It is not easy to plead a viable federal securities fraud claim, what with the requirements of the Private Securities Litigation Reform Act, the Supreme Court’s tightening of Rule 8 pleading standards, and the ever more muscular application of the particularity requirements of Rule 9(b). Now Judge Baer has further upped the ante in Elliott Associates LLC v. Porsche Automobil Holding SE, 10 Civ. 0532 (S.D.N.Y.) by dismissing Rule 10b-5 claims brought by US hedge funds on the ground that the claims do not arise from “domestic transactions,” as articulated by the Supreme Court in last term’s opinion in Morrison v. Australia National Bank (majority opinion here).
The Plaintiff hedge funds allleged they were defrauded by Porsche’s false public denials of its intent to acquire the stock of Volkswagen (VW). Porsche, according to the hedge funds, secretly accreted VW shares despite its public denials, and the price of VW shares skyrocketed when Porsche’s acquisition was revealed. The swaps operated as short sales, meaning their value dropped like a rock, and the hedge funds claimed losses of more than $2 billion.
In Morrison, the Supreme Court limited the application of section 10(b) to “transactions in securities listed on domestic exchanges, and domestic transactions in other securities.” Securities swap agreements are “privately negotiated contracts that are not traded on any exchanges.” Thus, the question for Judge Baer was whether the swaps were “domestic transactions?”
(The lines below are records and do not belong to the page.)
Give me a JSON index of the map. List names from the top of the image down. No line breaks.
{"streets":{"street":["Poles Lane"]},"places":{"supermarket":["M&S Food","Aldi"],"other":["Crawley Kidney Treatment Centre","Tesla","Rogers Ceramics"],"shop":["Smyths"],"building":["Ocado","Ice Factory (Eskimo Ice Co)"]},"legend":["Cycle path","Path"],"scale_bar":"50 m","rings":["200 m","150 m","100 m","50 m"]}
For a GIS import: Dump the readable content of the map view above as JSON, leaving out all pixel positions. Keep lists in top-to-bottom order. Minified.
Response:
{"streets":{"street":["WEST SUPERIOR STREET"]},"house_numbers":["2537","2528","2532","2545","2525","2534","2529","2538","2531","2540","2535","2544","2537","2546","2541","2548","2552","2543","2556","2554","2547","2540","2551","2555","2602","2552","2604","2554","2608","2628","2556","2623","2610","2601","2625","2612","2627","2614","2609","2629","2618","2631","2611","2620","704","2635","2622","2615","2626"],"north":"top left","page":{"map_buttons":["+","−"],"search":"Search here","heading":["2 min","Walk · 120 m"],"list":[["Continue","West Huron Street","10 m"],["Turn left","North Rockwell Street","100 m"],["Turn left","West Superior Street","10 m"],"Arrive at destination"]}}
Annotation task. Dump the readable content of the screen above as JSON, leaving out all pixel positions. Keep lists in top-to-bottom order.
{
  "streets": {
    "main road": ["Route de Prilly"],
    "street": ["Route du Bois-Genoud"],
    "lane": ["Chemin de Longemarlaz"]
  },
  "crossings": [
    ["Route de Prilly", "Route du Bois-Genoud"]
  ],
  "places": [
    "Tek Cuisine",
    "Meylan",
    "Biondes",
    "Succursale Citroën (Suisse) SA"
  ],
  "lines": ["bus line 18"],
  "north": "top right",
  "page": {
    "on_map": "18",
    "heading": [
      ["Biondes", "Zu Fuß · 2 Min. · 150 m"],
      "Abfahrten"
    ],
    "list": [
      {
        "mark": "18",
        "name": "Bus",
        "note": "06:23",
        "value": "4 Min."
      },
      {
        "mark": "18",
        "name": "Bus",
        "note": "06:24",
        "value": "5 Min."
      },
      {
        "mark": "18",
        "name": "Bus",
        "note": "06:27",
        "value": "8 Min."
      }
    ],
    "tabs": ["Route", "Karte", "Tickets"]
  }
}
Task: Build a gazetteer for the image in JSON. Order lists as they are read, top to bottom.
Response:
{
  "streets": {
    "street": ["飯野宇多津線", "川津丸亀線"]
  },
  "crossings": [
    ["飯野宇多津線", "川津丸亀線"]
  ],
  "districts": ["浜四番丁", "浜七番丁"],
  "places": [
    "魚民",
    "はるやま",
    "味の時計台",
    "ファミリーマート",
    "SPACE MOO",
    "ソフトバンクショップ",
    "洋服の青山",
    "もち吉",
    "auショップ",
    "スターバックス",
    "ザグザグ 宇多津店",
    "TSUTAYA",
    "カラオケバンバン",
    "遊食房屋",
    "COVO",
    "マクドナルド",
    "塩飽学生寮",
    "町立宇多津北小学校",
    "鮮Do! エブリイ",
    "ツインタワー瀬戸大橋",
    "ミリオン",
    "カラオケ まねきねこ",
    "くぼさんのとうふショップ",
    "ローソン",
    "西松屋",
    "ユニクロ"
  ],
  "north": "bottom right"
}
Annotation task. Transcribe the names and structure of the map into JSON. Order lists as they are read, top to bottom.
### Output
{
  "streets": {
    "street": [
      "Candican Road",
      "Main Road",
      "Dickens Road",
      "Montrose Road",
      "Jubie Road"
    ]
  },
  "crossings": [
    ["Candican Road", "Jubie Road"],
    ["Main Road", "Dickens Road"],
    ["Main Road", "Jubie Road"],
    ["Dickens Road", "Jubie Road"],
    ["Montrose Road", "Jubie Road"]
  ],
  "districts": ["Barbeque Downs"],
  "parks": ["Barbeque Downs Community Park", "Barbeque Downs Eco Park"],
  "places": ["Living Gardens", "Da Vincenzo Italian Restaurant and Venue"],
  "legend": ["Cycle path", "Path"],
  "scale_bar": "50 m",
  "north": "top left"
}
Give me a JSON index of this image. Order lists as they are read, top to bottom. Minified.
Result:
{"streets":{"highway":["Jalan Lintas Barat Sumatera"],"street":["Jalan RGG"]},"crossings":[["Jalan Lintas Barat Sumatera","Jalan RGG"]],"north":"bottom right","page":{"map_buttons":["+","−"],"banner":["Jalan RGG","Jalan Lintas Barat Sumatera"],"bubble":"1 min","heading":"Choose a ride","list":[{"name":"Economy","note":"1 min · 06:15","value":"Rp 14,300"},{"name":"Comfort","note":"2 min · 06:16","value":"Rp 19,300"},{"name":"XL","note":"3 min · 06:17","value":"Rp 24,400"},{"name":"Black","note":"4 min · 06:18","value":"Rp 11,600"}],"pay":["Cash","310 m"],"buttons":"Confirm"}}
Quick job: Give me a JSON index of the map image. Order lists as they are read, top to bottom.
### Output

Porsche is a German company, as is non-party VW. But, Plaintiffs alleged that investment decisions were made by the US-based investment managers, that the swaps were confirmed in the US, and that their swap agreements contained US forum selection and choice of law clauses. Defendants argued that Morrison should bar a claim based on the swaps because Plaintiffs “effectively transacted on a foreign exchange when they took short positions through swaps referencing VW shares.”
Defendants have the better argument, according to Judge Baer, because the “economic reality” is that the swaps are “the functional equivalent of trading the underlying VW shares on a German exchange… [and] I am loathe to create a rule that would make foreign issuers with little relationship to the U.S. subject to suits here simply because a private party in this country entered into a derivatives contract that references the foreign issuer’s stock.”
Judge Baer also dismissed the pendent state law claims, giving some deference to a letter from the German Consulate in New York advising of ongoing investigations by German securities regulators into Porsche’s accumulation of VW shares. So maybe the hedge funds do have a real securities fraud gripe, but it’s not one that can be resolved in the federal courthouse.